On that thought, Happy Hogswatch to all and to all a good night.

(no subject)

Date: 2008-12-26 10:22 am (UTC)
From: [identity profile] anivad.livejournal.com
Oh, and there was a tangent on anti-abortion that included the phrase "Every embryo is sacred, every embryo is great."

o_O

...if an embryo is wastid
God gets quite irate...

I <3 nebulae.

Yeah, probably the UU fits that. Making up own things = not good. Especially if you're a sci-fi writer. That's how Scientology emerged.

(no subject)

Date: 2008-12-27 05:27 am (UTC)
From: [identity profile] kleenexwoman.livejournal.com
...if an embryo is wastid
God gets quite irate...

inorite? I couldn't pay attention to most of it after that.

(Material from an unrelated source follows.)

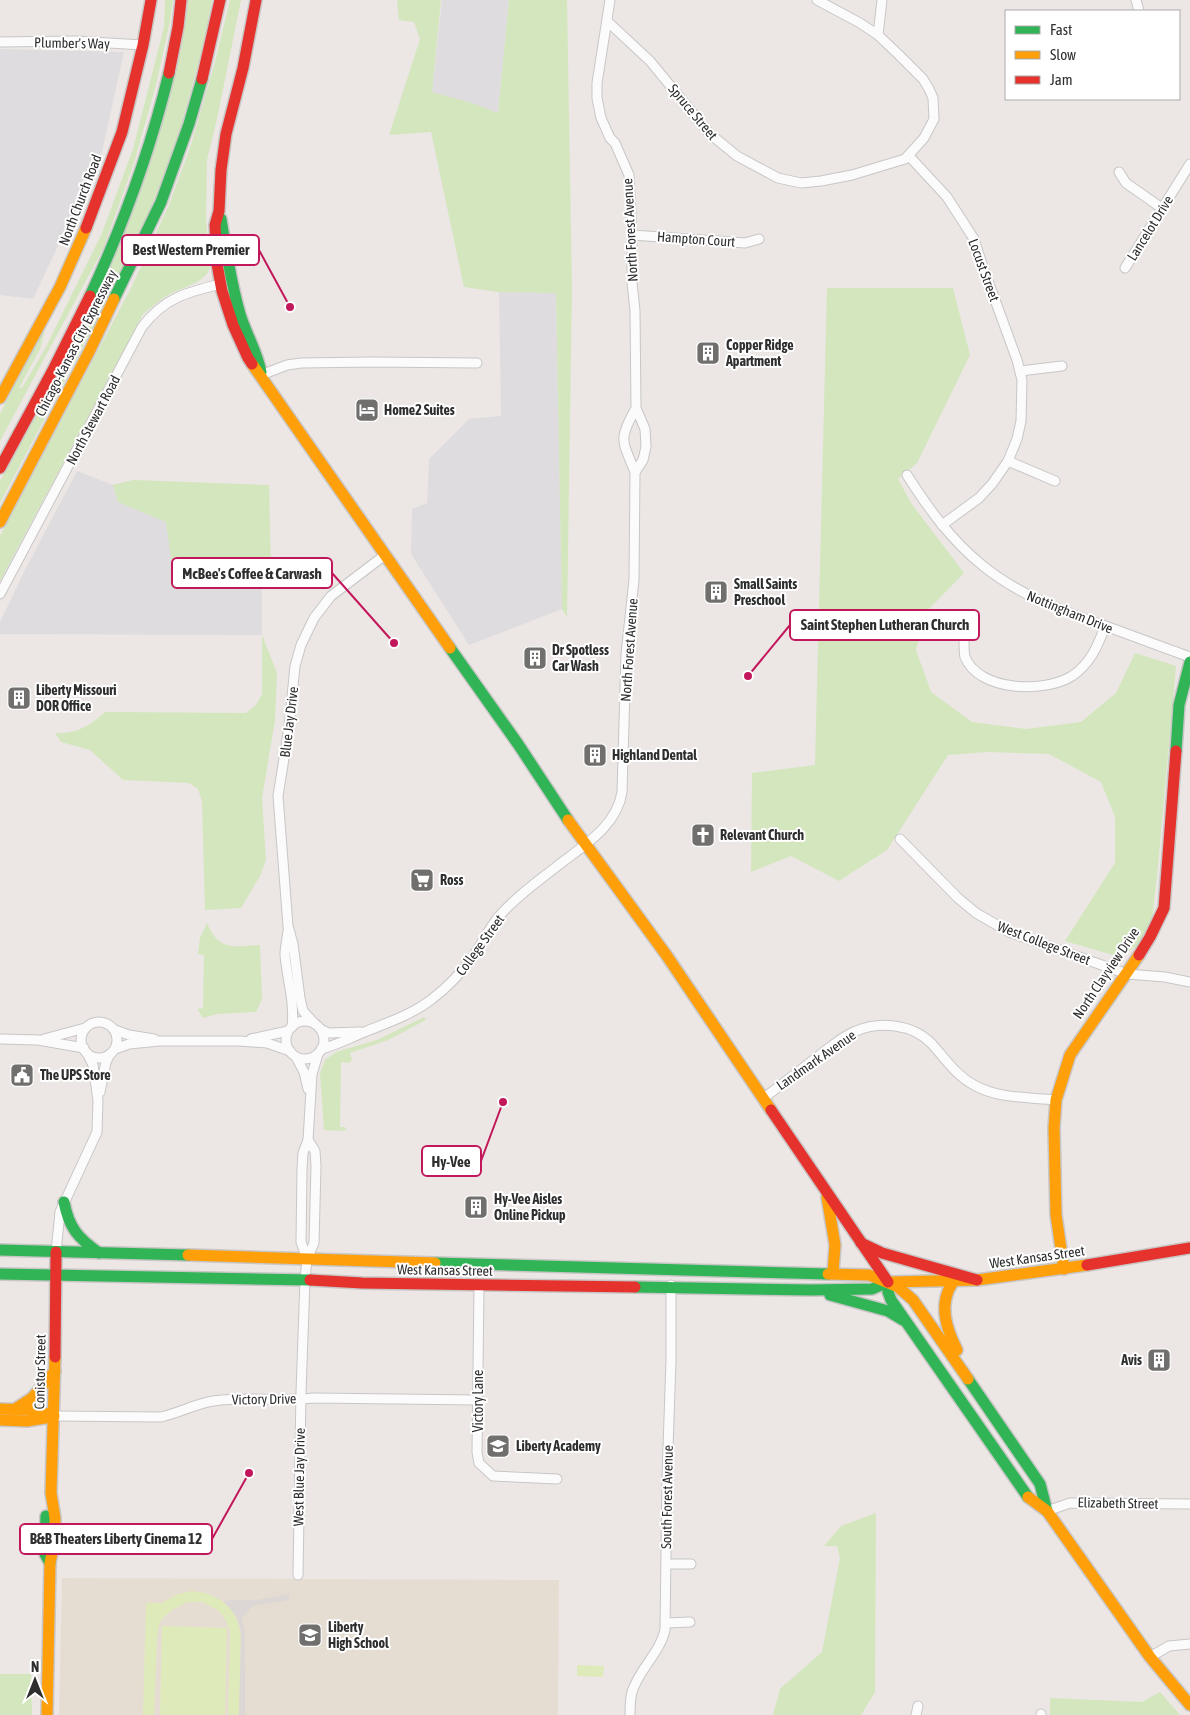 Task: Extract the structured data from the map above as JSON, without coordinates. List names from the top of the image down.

Making up own things = not good. Especially if you're a sci-fi writer.
ahahaha. But no, really, I wouldn't want to make anyone else follow it. I'm greedy and jealous with my belief systems. There's the possibility that I'd take it too seriously and go all Philip K. Dick, but that's my problem...

(no subject)

Date: 2008-12-26 02:54 pm (UTC)
From: [identity profile] woodburner.livejournal.com
"Like, an acknowledgment of narrative and symbol and ritual for its own sake without having to believe literally in what they stand for? ...maybe the Unitarians? I might need to make up my own thing."

...Zen Buddhism?

(no subject)

Date: 2008-12-27 05:29 am (UTC)
From: [identity profile] kleenexwoman.livejournal.com
ooh. Perhaps :D I should look into that.

(no subject)

Date: 2008-12-29 04:01 am (UTC)
From: [identity profile] sighing-echo.livejournal.com
Same quote. ART!!!! duh! you know that! all the ritual is in its process, the process of any art-making action itself is narrative, as well as may revolve about narrative, and it tends to make one much better at withstanding critique than organized religion tends too.

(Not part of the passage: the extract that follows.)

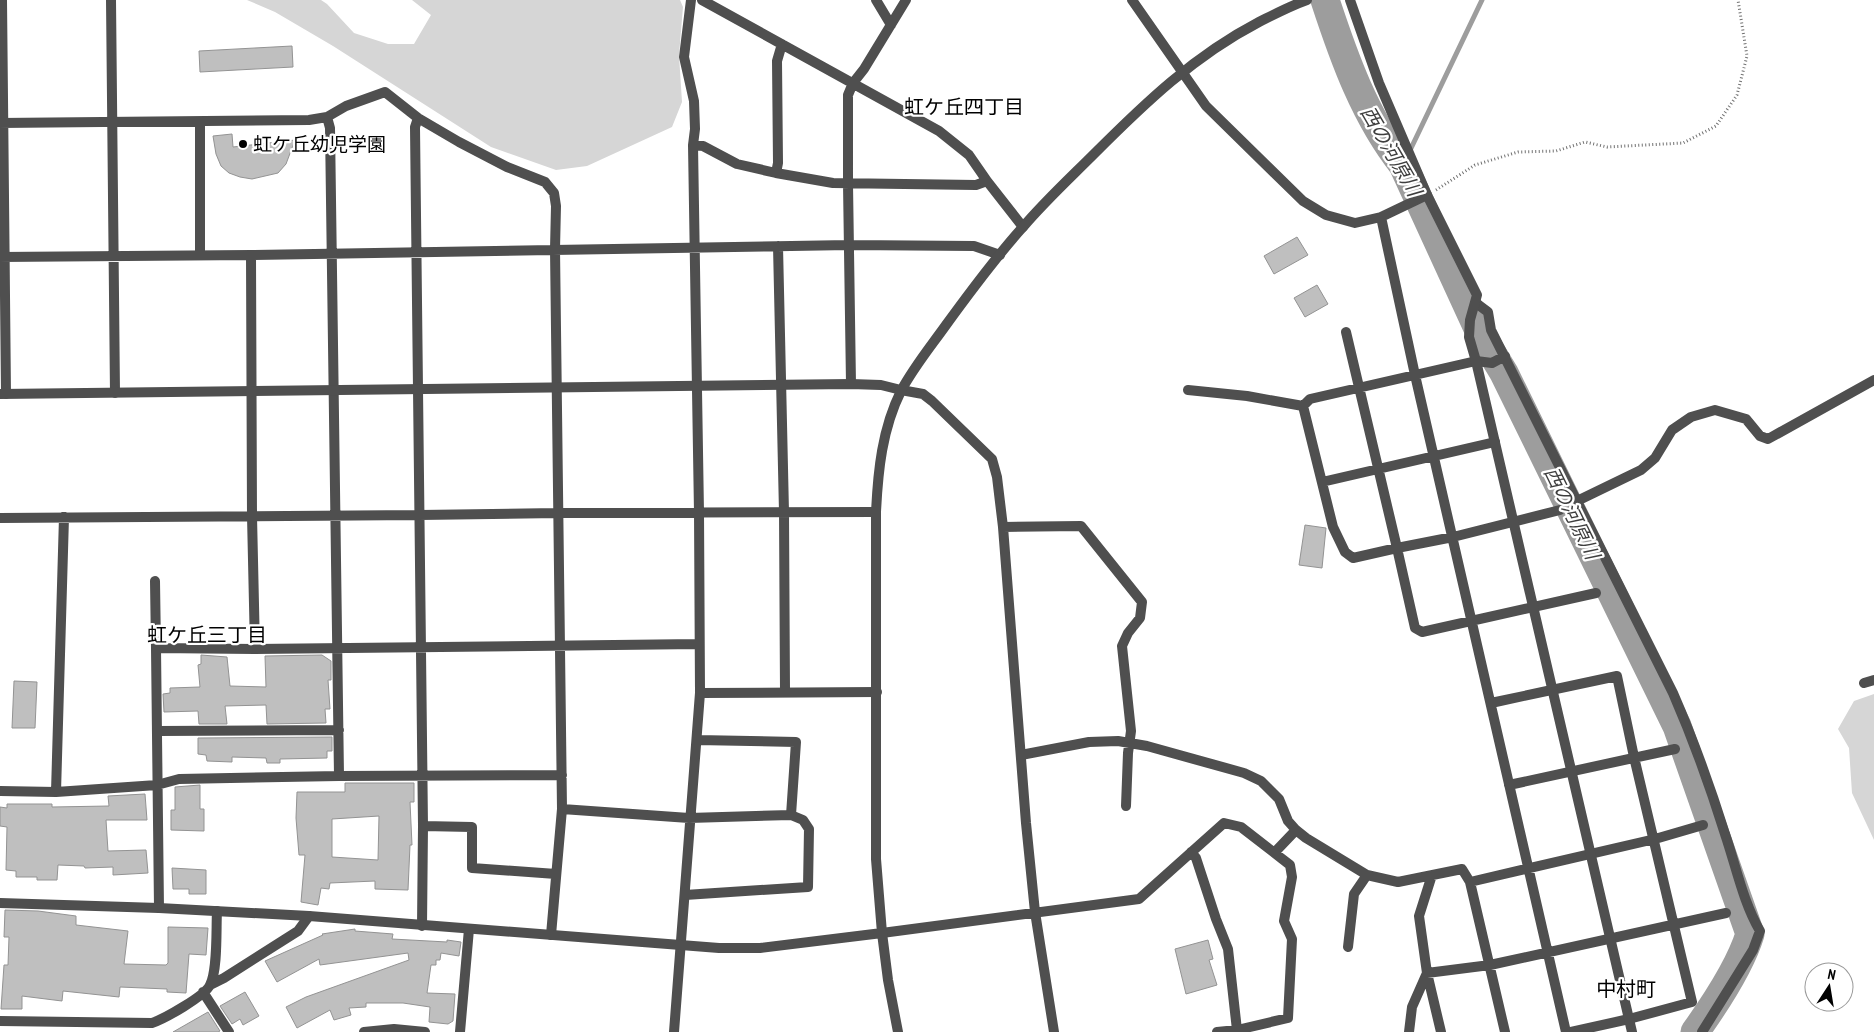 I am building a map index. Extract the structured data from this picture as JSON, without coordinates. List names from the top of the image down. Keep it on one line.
{"districts":["虹ケ丘四丁目","虹ケ丘三丁目","中村町"],"water":["西の河原川"],"places":["虹ケ丘幼児学園"],"north":"top"}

Anyway, where are you going to be for New Year's Eve?

(no subject)

Date: 2008-12-29 04:06 am (UTC)
From: [identity profile] kleenexwoman.livejournal.com
YES!!! I knew it.
Ritual is art as art is ritual. <3

I don't think I'm doing anything for New Year's at the moment, partially because I don't have transportation anywhere...I'm currently in Sterling Heights and might have to stay here :(

(no subject)

Date: 2008-12-26 07:06 pm (UTC)
From: [identity profile] josephwaldman.livejournal.com
Ahem. Not just any hamburgers, remember? The best goddamned hamburgers in the world, and not just because they were the only ones available at 1AM on Xmas morning.

Also, what about our fun fun fun (har har har) jaunt through the twist and turns and roundabouts of northern Macomb County?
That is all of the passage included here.